#### EXERCISE AIM
Images do not belong in the copy. Set down all the entries exactly.

EXTRACTED INFORMATION: Begin

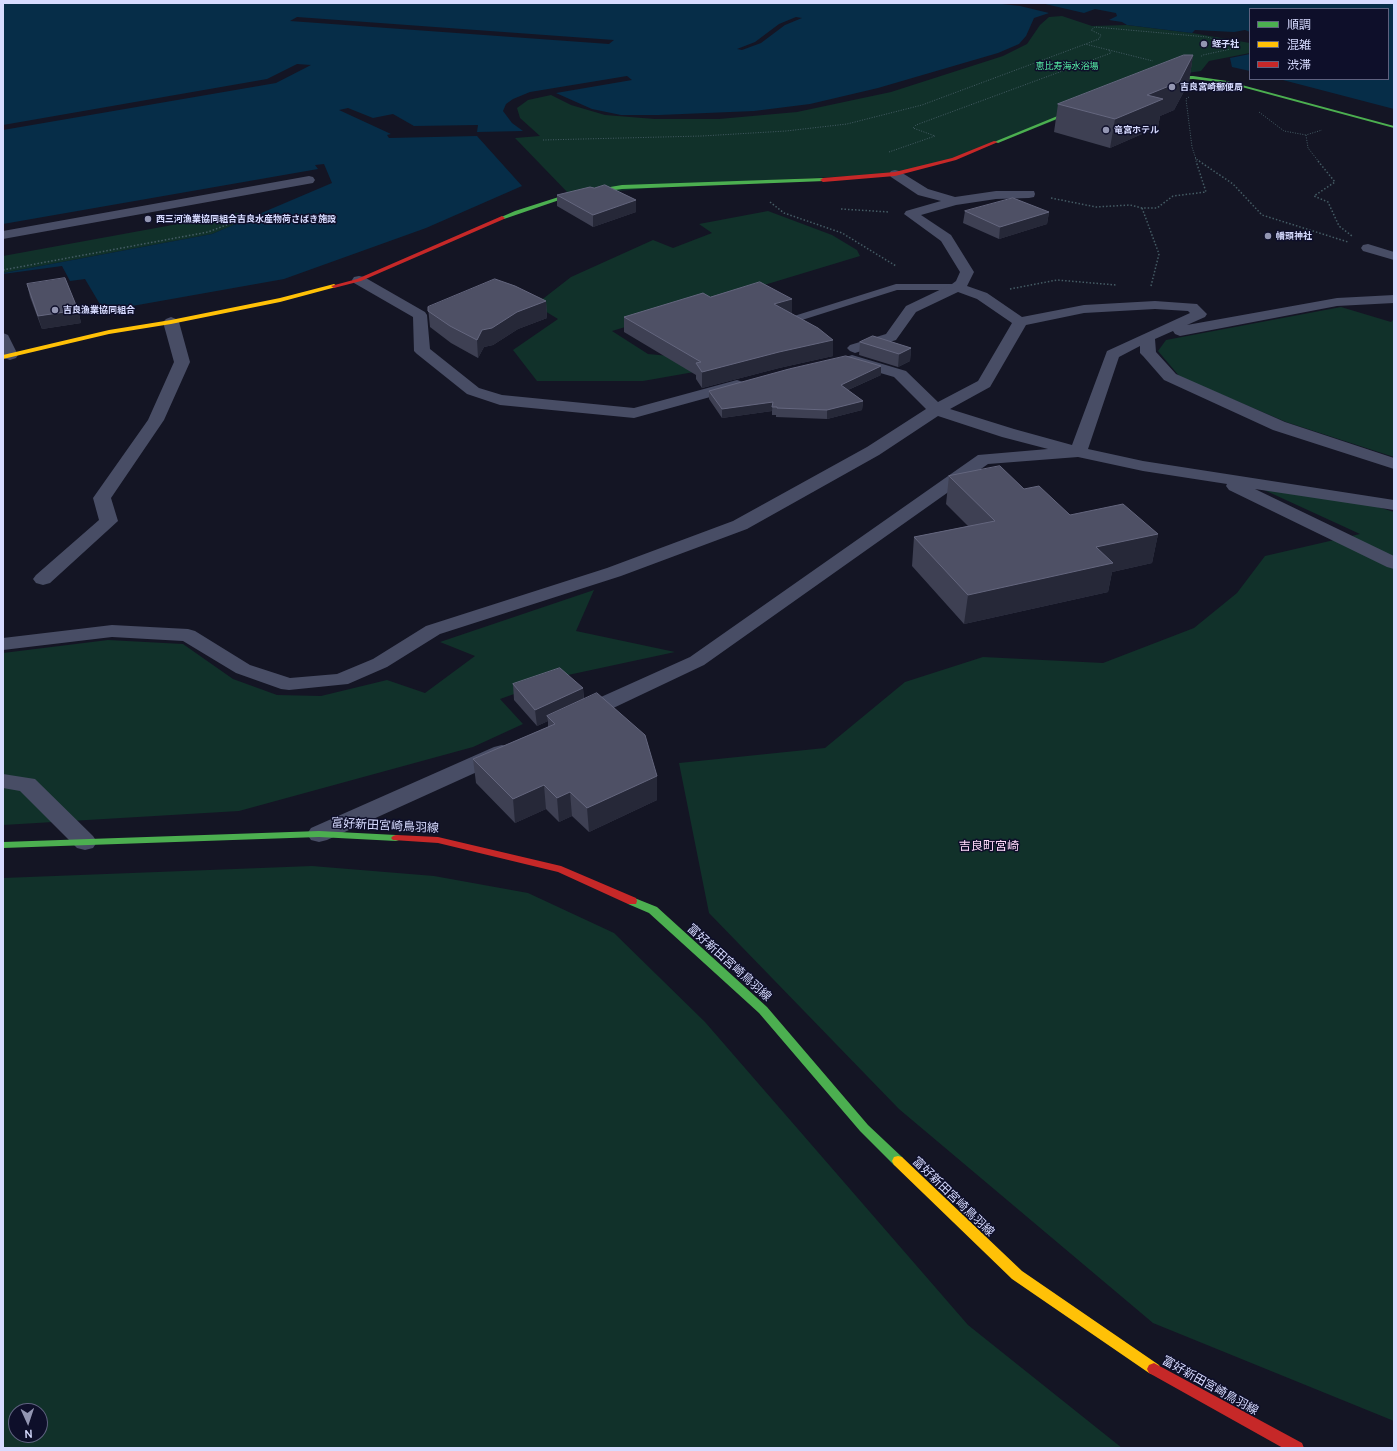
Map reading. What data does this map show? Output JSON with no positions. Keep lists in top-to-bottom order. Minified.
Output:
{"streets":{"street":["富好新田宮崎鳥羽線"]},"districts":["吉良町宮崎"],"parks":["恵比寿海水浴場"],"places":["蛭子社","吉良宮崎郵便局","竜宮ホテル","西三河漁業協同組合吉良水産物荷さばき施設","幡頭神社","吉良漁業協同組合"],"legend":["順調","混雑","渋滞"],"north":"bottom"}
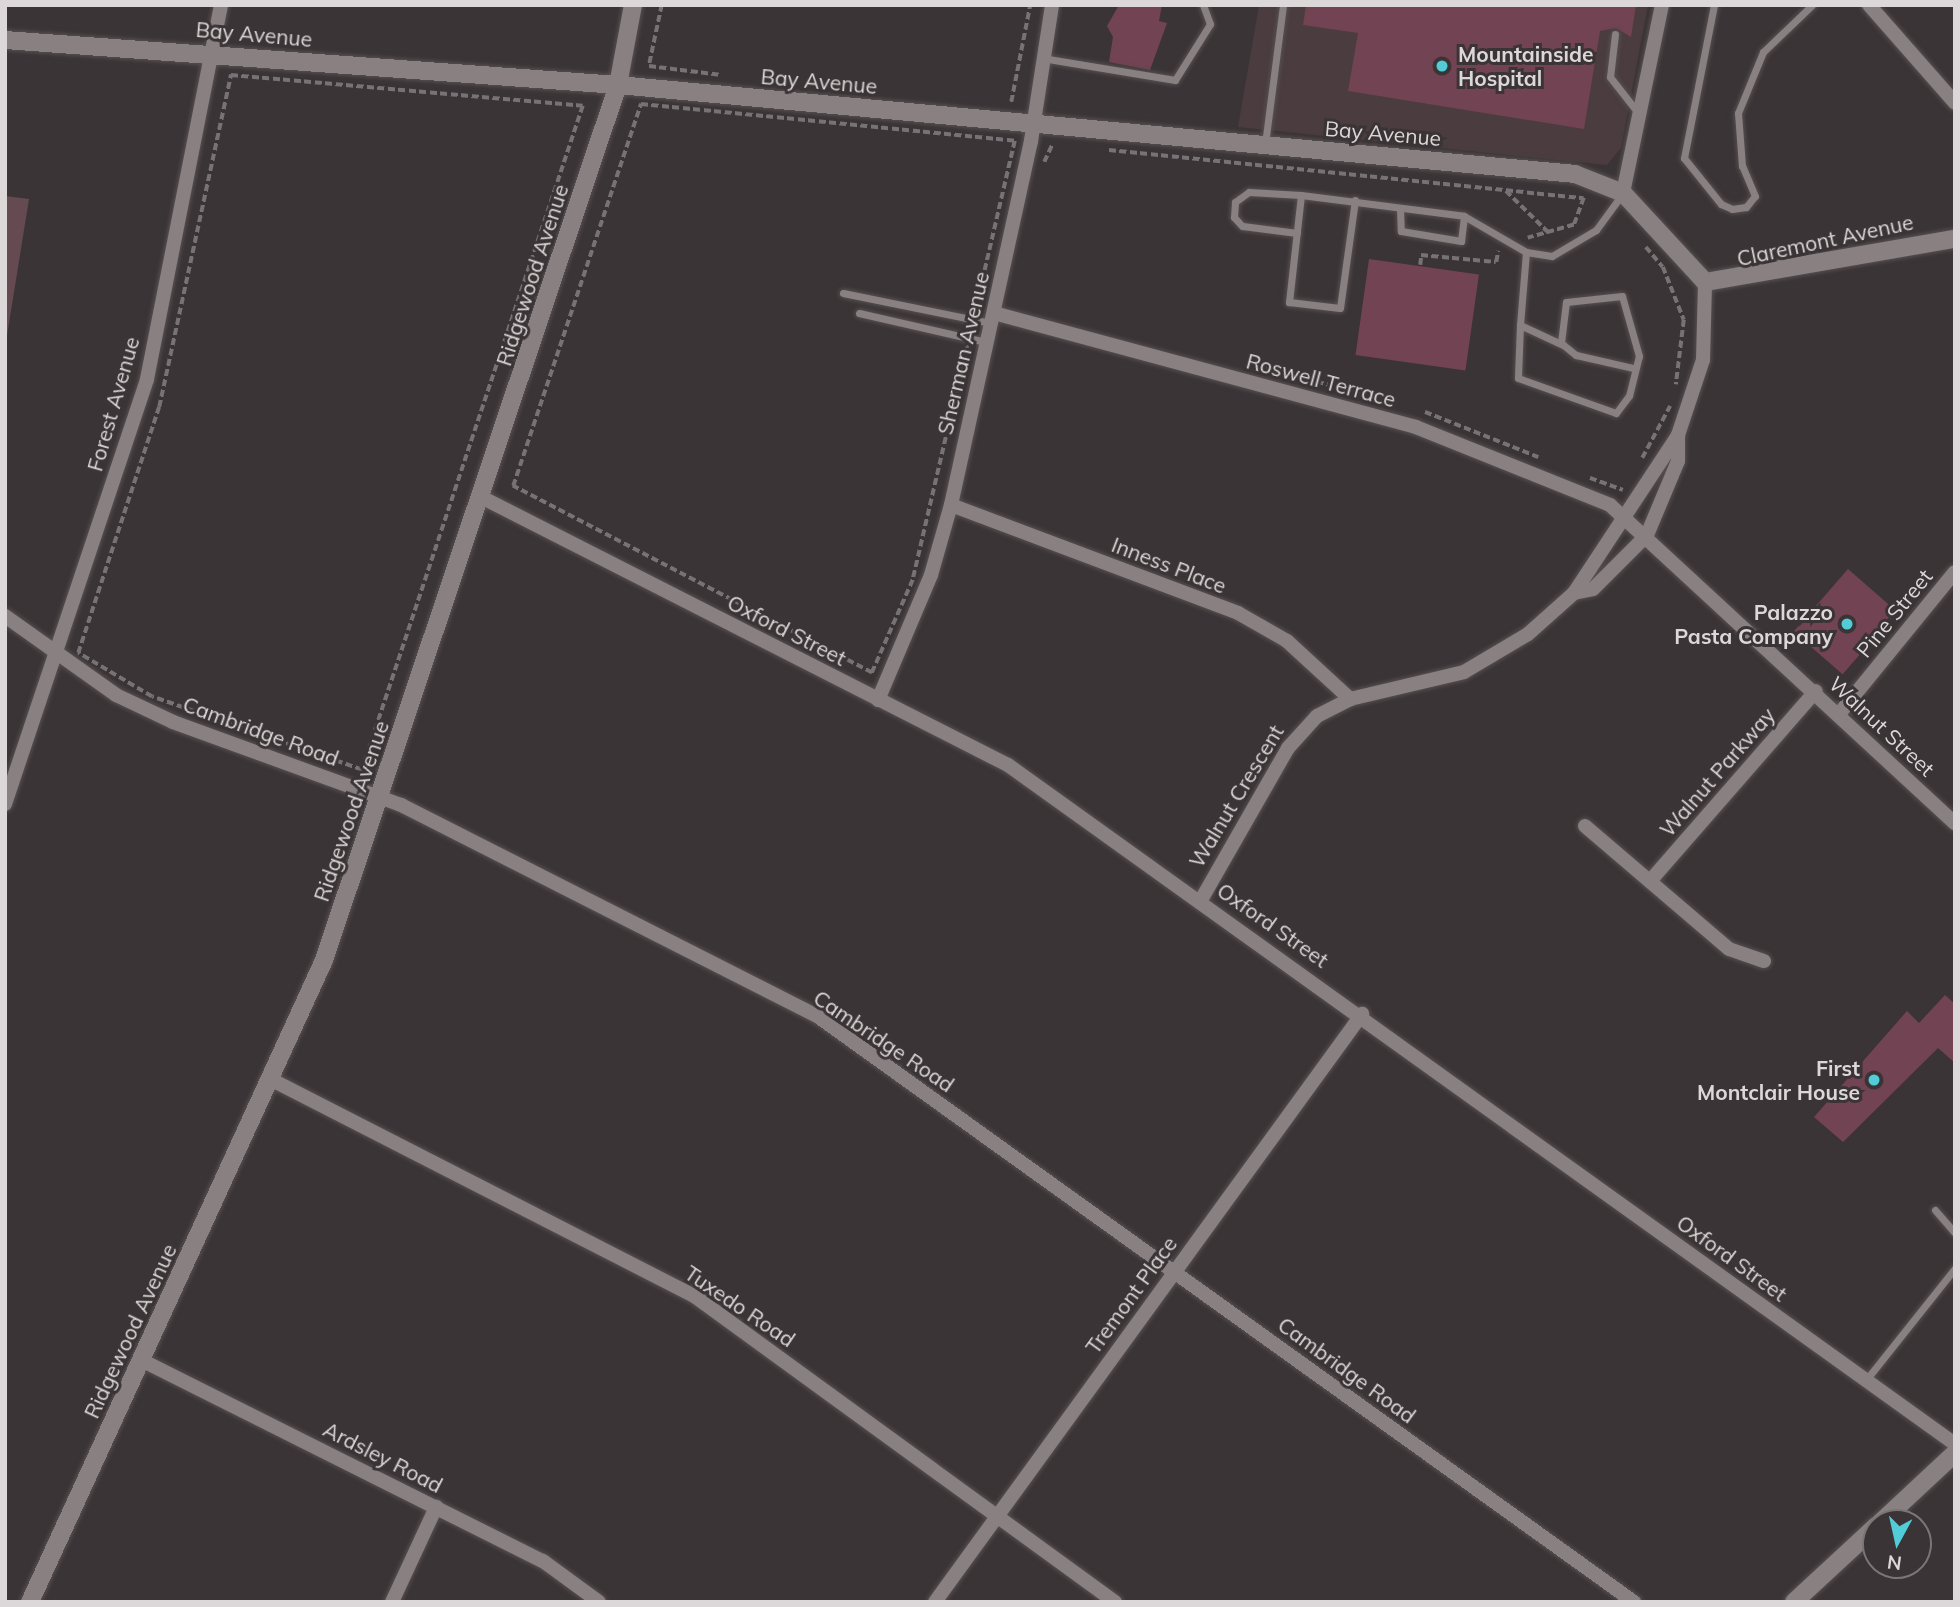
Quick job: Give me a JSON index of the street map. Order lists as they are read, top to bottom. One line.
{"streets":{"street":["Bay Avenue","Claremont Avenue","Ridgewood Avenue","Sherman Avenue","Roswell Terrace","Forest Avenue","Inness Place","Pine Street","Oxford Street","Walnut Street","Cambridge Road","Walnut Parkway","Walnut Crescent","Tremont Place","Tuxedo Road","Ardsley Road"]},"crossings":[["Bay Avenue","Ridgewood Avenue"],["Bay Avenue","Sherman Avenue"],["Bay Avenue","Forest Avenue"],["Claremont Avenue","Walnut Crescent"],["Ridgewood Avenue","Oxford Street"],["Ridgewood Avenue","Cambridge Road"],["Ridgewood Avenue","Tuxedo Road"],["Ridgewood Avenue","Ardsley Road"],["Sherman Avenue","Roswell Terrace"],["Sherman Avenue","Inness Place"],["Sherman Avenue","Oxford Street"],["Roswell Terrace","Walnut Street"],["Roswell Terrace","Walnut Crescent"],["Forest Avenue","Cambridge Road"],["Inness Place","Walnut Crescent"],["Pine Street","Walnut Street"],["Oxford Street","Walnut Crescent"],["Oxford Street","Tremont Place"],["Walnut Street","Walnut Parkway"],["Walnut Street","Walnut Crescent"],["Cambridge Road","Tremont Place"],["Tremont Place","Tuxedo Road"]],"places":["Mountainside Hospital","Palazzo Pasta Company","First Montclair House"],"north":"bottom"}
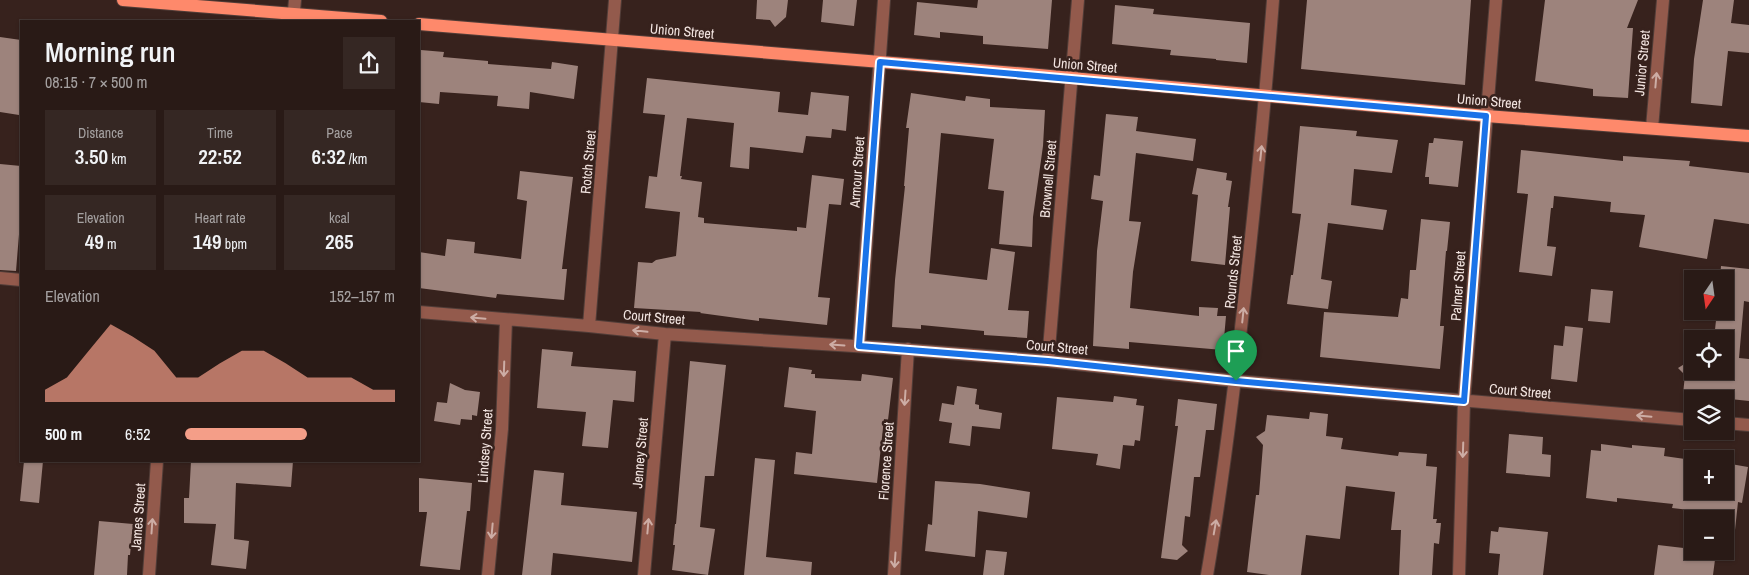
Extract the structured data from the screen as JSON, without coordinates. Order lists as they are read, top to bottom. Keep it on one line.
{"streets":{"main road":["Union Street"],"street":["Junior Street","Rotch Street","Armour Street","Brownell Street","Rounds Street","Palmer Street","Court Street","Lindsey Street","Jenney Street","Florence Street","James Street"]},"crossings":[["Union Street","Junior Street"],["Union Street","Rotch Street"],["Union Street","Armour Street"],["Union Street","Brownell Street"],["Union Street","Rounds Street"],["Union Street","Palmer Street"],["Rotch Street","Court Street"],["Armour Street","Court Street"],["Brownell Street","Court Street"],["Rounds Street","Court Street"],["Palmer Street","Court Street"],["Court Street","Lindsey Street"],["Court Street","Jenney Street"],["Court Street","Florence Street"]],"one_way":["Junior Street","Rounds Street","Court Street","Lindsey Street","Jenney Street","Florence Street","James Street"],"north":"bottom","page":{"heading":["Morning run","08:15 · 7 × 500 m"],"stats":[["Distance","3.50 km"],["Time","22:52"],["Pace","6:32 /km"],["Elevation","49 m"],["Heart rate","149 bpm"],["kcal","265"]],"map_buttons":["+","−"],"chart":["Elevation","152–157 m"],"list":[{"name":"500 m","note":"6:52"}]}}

EXTRACTED INFORMATION: End

#### COMPLETED EXERCISE
Map reading. What data does this map show? Output JSON with no positions. Keep lists in top-to-bottom order. Minified.
Output:
{"streets":{"street":["富好新田宮崎鳥羽線"]},"districts":["吉良町宮崎"],"parks":["恵比寿海水浴場"],"places":["蛭子社","吉良宮崎郵便局","竜宮ホテル","西三河漁業協同組合吉良水産物荷さばき施設","幡頭神社","吉良漁業協同組合"],"legend":["順調","混雑","渋滞"],"north":"bottom"}
Quick job: Give me a JSON index of the street map. Order lists as they are read, top to bottom. One line.
{"streets":{"street":["Bay Avenue","Claremont Avenue","Ridgewood Avenue","Sherman Avenue","Roswell Terrace","Forest Avenue","Inness Place","Pine Street","Oxford Street","Walnut Street","Cambridge Road","Walnut Parkway","Walnut Crescent","Tremont Place","Tuxedo Road","Ardsley Road"]},"crossings":[["Bay Avenue","Ridgewood Avenue"],["Bay Avenue","Sherman Avenue"],["Bay Avenue","Forest Avenue"],["Claremont Avenue","Walnut Crescent"],["Ridgewood Avenue","Oxford Street"],["Ridgewood Avenue","Cambridge Road"],["Ridgewood Avenue","Tuxedo Road"],["Ridgewood Avenue","Ardsley Road"],["Sherman Avenue","Roswell Terrace"],["Sherman Avenue","Inness Place"],["Sherman Avenue","Oxford Street"],["Roswell Terrace","Walnut Street"],["Roswell Terrace","Walnut Crescent"],["Forest Avenue","Cambridge Road"],["Inness Place","Walnut Crescent"],["Pine Street","Walnut Street"],["Oxford Street","Walnut Crescent"],["Oxford Street","Tremont Place"],["Walnut Street","Walnut Parkway"],["Walnut Street","Walnut Crescent"],["Cambridge Road","Tremont Place"],["Tremont Place","Tuxedo Road"]],"places":["Mountainside Hospital","Palazzo Pasta Company","First Montclair House"],"north":"bottom"}
Extract the structured data from the screen as JSON, without coordinates. Order lists as they are read, top to bottom. Keep it on one line.
{"streets":{"main road":["Union Street"],"street":["Junior Street","Rotch Street","Armour Street","Brownell Street","Rounds Street","Palmer Street","Court Street","Lindsey Street","Jenney Street","Florence Street","James Street"]},"crossings":[["Union Street","Junior Street"],["Union Street","Rotch Street"],["Union Street","Armour Street"],["Union Street","Brownell Street"],["Union Street","Rounds Street"],["Union Street","Palmer Street"],["Rotch Street","Court Street"],["Armour Street","Court Street"],["Brownell Street","Court Street"],["Rounds Street","Court Street"],["Palmer Street","Court Street"],["Court Street","Lindsey Street"],["Court Street","Jenney Street"],["Court Street","Florence Street"]],"one_way":["Junior Street","Rounds Street","Court Street","Lindsey Street","Jenney Street","Florence Street","James Street"],"north":"bottom","page":{"heading":["Morning run","08:15 · 7 × 500 m"],"stats":[["Distance","3.50 km"],["Time","22:52"],["Pace","6:32 /km"],["Elevation","49 m"],["Heart rate","149 bpm"],["kcal","265"]],"map_buttons":["+","−"],"chart":["Elevation","152–157 m"],"list":[{"name":"500 m","note":"6:52"}]}}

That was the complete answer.